The OBR, as I say, reckons the scheme will cost £1.8 billion. Privately, Ministers are briefing that that is completely inaccurate. We have not even begun scoping it yet. I am told the Treasury and the Cabinet Office are now in a stand-off with one another about who will pay for this dreadful thing. Neither wants it, particularly as the Cabinet Office will then have to make cuts to other, much more effective digital projects, the kinds that would actually deliver better services.

No one will answer straight questions about how secure the digital ID will be, or into which areas of our lives it will creep. The Prime Minister tells us that digital ID will be mandatory only for anyone who still wants to work in Labour’s welfare Britain.
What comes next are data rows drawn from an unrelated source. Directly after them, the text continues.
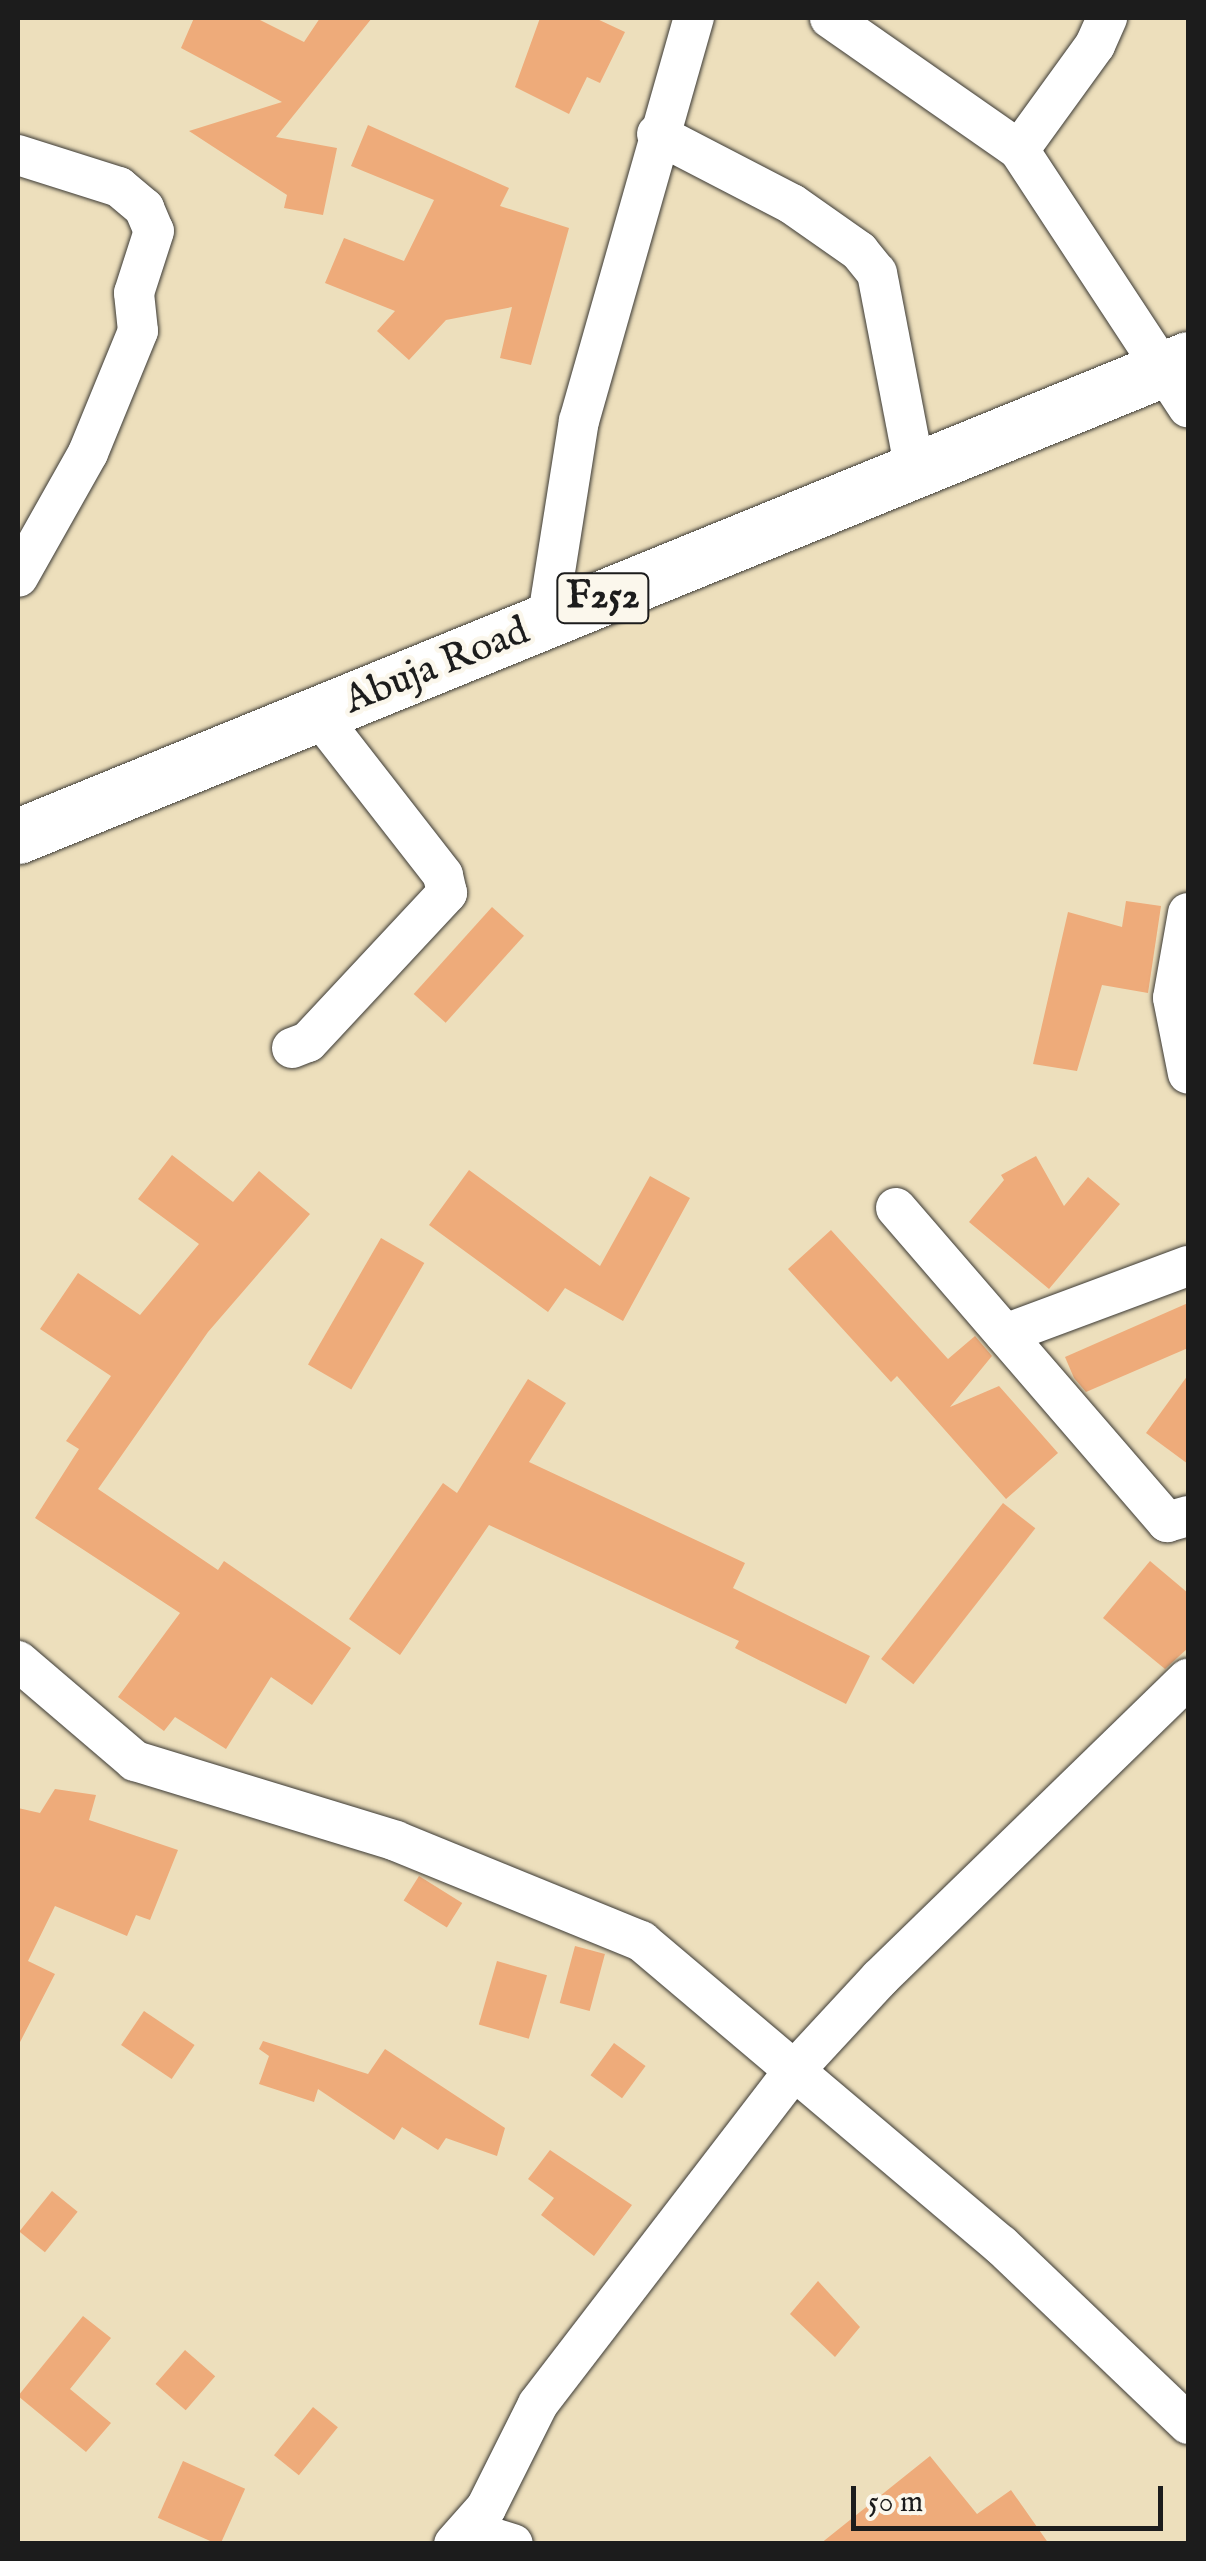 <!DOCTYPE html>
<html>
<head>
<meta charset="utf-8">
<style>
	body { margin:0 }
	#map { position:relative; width:1206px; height:2561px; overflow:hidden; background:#eddfbc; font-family:"IM FELL English",serif }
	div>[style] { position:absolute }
	.building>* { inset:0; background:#eeab7a; transform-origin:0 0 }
	.roads { filter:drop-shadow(0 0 2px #3b3934) drop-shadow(0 0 2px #3b3934) }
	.street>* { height:40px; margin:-20px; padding:0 20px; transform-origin:20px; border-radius:20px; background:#fff }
	.primary>* { height:55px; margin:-27.5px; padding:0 27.5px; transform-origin:27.5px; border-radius:27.5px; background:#fff }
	span { translate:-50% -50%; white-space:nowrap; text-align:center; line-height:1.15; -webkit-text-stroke:9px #fbf7ec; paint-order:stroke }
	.shield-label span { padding:2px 8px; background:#fbf7ec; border:2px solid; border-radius:8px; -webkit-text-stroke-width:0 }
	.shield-label { font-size:38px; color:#1c1c1c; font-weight:700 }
	.street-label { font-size:40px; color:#1c1c1c }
	.frame { position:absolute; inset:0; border:20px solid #1c1c1c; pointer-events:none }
	.scale { position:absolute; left:851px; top:2486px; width:312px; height:45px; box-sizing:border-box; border:5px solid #1c1c1c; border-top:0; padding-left:12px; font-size:30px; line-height:35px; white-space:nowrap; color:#1c1c1c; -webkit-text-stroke:8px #fbf7ec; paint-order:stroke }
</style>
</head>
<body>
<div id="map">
	<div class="building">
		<i style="clip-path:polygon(194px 18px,256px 18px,304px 42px,320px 18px,372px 18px,276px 137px,337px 148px,323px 215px,284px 208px,287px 195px,189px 131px,282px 102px,181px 48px)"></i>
		<i style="clip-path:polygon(540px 18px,595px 18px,625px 32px,600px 83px,587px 77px,569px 114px,515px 87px)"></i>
		<i style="clip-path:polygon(368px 125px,509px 188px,500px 206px,569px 228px,531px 365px,500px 358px,512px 307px,446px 320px,409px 360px,377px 331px,395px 311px,325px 283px,344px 238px,404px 261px,434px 200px,351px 166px)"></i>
		<i style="clip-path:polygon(1126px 901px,1161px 906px,1148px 993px,1102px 985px,1077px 1071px,1033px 1064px,1068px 912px,1122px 927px)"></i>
		<i style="left:492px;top:907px;width:43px;height:117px;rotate:42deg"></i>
		<i style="clip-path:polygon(172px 1155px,233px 1202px,259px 1171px,310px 1214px,208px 1332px,98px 1489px,218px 1570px,224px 1561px,351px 1648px,312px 1705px,271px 1677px,226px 1749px,175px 1717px,164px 1731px,118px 1697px,180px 1613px,35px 1518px,79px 1449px,66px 1441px,111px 1376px,40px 1329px,78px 1273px,140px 1315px,199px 1244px,138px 1199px)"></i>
		<i style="clip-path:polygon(1036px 1156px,1064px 1206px,1088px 1177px,1120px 1204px,1049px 1289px,969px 1222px,1004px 1180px,1001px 1175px)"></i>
		<i style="clip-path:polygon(469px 1170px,600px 1266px,650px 1176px,690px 1198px,623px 1321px,565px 1288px,548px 1312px,429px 1225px)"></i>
		<i style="clip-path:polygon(831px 1230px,948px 1359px,975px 1336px,992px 1356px,950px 1407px,999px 1386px,1058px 1453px,1006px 1499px,897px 1376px,891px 1382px,788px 1269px)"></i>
		<i style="left:381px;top:1238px;width:50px;height:146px;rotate:30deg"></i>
		<i style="clip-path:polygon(1188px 1303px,1188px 1348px,1086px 1392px,1074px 1378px,1065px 1357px)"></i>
		<i style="clip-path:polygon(1188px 1375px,1188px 1464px,1146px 1433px)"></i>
		<i style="clip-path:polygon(528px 1379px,566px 1403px,529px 1462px,745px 1563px,733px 1588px,870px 1656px,846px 1704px,735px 1648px,739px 1641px,489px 1525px,400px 1655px,349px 1619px,443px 1483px,457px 1493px)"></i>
		<i style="left:1003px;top:1503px;width:41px;height:198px;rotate:38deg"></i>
		<i style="clip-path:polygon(1150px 1561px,1188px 1593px,1188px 1648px,1165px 1669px,1103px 1618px)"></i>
		<i style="clip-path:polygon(55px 1789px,96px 1795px,89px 1820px,178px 1850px,150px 1920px,136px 1915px,127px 1936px,55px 1906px,28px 1961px,55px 1974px,18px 2046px,18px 1808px,40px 1813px)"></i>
		<i style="left:419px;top:1876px;width:51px;height:29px;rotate:32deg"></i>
		<i style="left:575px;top:1946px;width:31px;height:59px;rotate:15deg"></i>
		<i style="left:497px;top:1961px;width:52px;height:66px;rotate:16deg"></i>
		<i style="left:144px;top:2011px;width:61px;height:41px;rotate:34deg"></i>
		<i style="clip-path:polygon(263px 2041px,368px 2074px,385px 2049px,505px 2128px,497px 2156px,446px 2138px,438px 2150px,402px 2127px,394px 2140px,318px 2089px,314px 2102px,259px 2084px,269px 2056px,259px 2049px)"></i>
		<i style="left:614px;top:2043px;width:39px;height:40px;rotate:36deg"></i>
		<i style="clip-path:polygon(550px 2150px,632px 2205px,594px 2256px,541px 2215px,554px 2198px,528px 2179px)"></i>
		<i style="left:52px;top:2191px;width:33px;height:52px;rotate:39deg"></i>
		<i style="clip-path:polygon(818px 2281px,860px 2327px,835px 2357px,790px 2314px)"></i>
		<i style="clip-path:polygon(83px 2316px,111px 2338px,70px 2389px,111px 2423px,86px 2452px,18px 2396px)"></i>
		<i style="left:185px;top:2350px;width:40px;height:45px;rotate:41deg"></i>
		<i style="left:313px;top:2407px;width:32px;height:62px;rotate:39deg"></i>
		<i style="clip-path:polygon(930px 2456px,977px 2514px,1011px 2490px,1049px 2544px,820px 2544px)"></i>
		<i style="left:183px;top:2461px;width:68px;height:62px;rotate:24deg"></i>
	</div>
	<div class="roads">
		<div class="street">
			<i style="left:830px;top:18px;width:231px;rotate:34.9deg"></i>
			<i style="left:1019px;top:150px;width:308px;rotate:56.7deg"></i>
			<i style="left:657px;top:134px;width:152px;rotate:27.4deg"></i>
			<i style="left:792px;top:204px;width:82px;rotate:35deg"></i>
			<i style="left:859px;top:251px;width:28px;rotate:51deg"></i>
			<i style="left:877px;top:273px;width:201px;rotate:79.1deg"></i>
			<i style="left:1019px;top:150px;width:130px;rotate:-54.1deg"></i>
			<i style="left:1095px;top:45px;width:30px;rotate:-66deg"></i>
			<i style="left:18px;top:155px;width:106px;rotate:17.6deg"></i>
			<i style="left:119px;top:187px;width:33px;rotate:40deg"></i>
			<i style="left:144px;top:208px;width:25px;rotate:67deg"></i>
			<i style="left:154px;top:231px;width:65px;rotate:107.9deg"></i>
			<i style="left:134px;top:293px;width:38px;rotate:84deg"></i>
			<i style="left:138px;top:331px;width:132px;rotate:112.3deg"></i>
			<i style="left:88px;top:453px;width:142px;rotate:119.4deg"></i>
			<i style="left:547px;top:622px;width:204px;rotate:-81deg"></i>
			<i style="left:579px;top:421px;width:419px;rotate:-74.1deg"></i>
			<i style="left:1188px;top:913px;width:86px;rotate:100deg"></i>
			<i style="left:1173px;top:998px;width:77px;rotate:78.8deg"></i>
			<i style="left:292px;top:1048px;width:17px;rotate:-21deg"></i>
			<i style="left:308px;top:1042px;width:204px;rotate:-47deg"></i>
			<i style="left:447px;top:893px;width:18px;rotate:-103deg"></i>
			<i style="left:443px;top:875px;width:202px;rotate:-127.9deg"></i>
			<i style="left:896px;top:1208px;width:415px;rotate:49.2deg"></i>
			<i style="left:1167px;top:1522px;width:22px;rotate:-16deg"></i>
			<i style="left:1005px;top:1334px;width:195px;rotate:-20.4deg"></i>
			<i style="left:18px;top:1661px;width:154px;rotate:40.5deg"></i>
			<i style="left:135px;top:1761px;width:273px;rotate:17deg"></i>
			<i style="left:396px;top:1841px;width:265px;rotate:22.2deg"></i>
			<i style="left:641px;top:1941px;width:471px;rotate:40.2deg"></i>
			<i style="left:1001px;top:2245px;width:259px;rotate:43.7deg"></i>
			<i style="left:468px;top:2530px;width:47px;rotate:17.3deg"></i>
			<i style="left:454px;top:2544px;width:48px;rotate:-48.4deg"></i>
			<i style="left:486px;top:2508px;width:116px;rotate:-63.4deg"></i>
			<i style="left:538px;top:2404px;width:417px;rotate:-52.5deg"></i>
			<i style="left:792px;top:2073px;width:129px;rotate:-47.2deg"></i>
			<i style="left:880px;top:1978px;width:429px;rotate:-44.2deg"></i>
		</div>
		<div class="primary">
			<i style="left:18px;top:836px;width:1263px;rotate:-22.18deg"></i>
		</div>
	</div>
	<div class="shield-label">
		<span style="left:603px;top:598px">F252</span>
	</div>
	<div class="street-label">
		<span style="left:437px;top:667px;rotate:-22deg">Abuja Road</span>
	</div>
	<div class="frame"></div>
	<div class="scale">50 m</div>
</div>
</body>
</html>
Yet in the next breath he suggests that childcare, welfare and wider service access will all require it. This is precisely how state overreach begins: with reassurance in one sentence and expansion in the next.

It was very interesting to hear hon. Members making points about the police being able to access digital ID, or even about people needing it to go to the cinema. There have been no answers on the robustness of the Government’s cyber-security. This Government could not even keep their own Budget secret, and now they want us to trust them with this new system. Ministers point to Estonia and India as models, yet Estonia has suffered repeated breaches. India’s system, the largest ID system in the world, led to the largest ever data breach in the world, with citizens’ data sold on the dark web for the equivalent of £5 or £6. AI is now giving cyber-attackers the upper hand.

We have been given no sense of the extent to which digital ID will stem illegal migration, which was the Prime Minister’s excuse for introducing the idea in the first place. Ministers cannot even give an estimate, and that is for a simple reason: because it will not reduce migration. Can Ministers explain why those who enter the country by dodging the rules will suddenly become models of civic compliance, or why European ID schemes have done so little to stem illegal migration on the continent?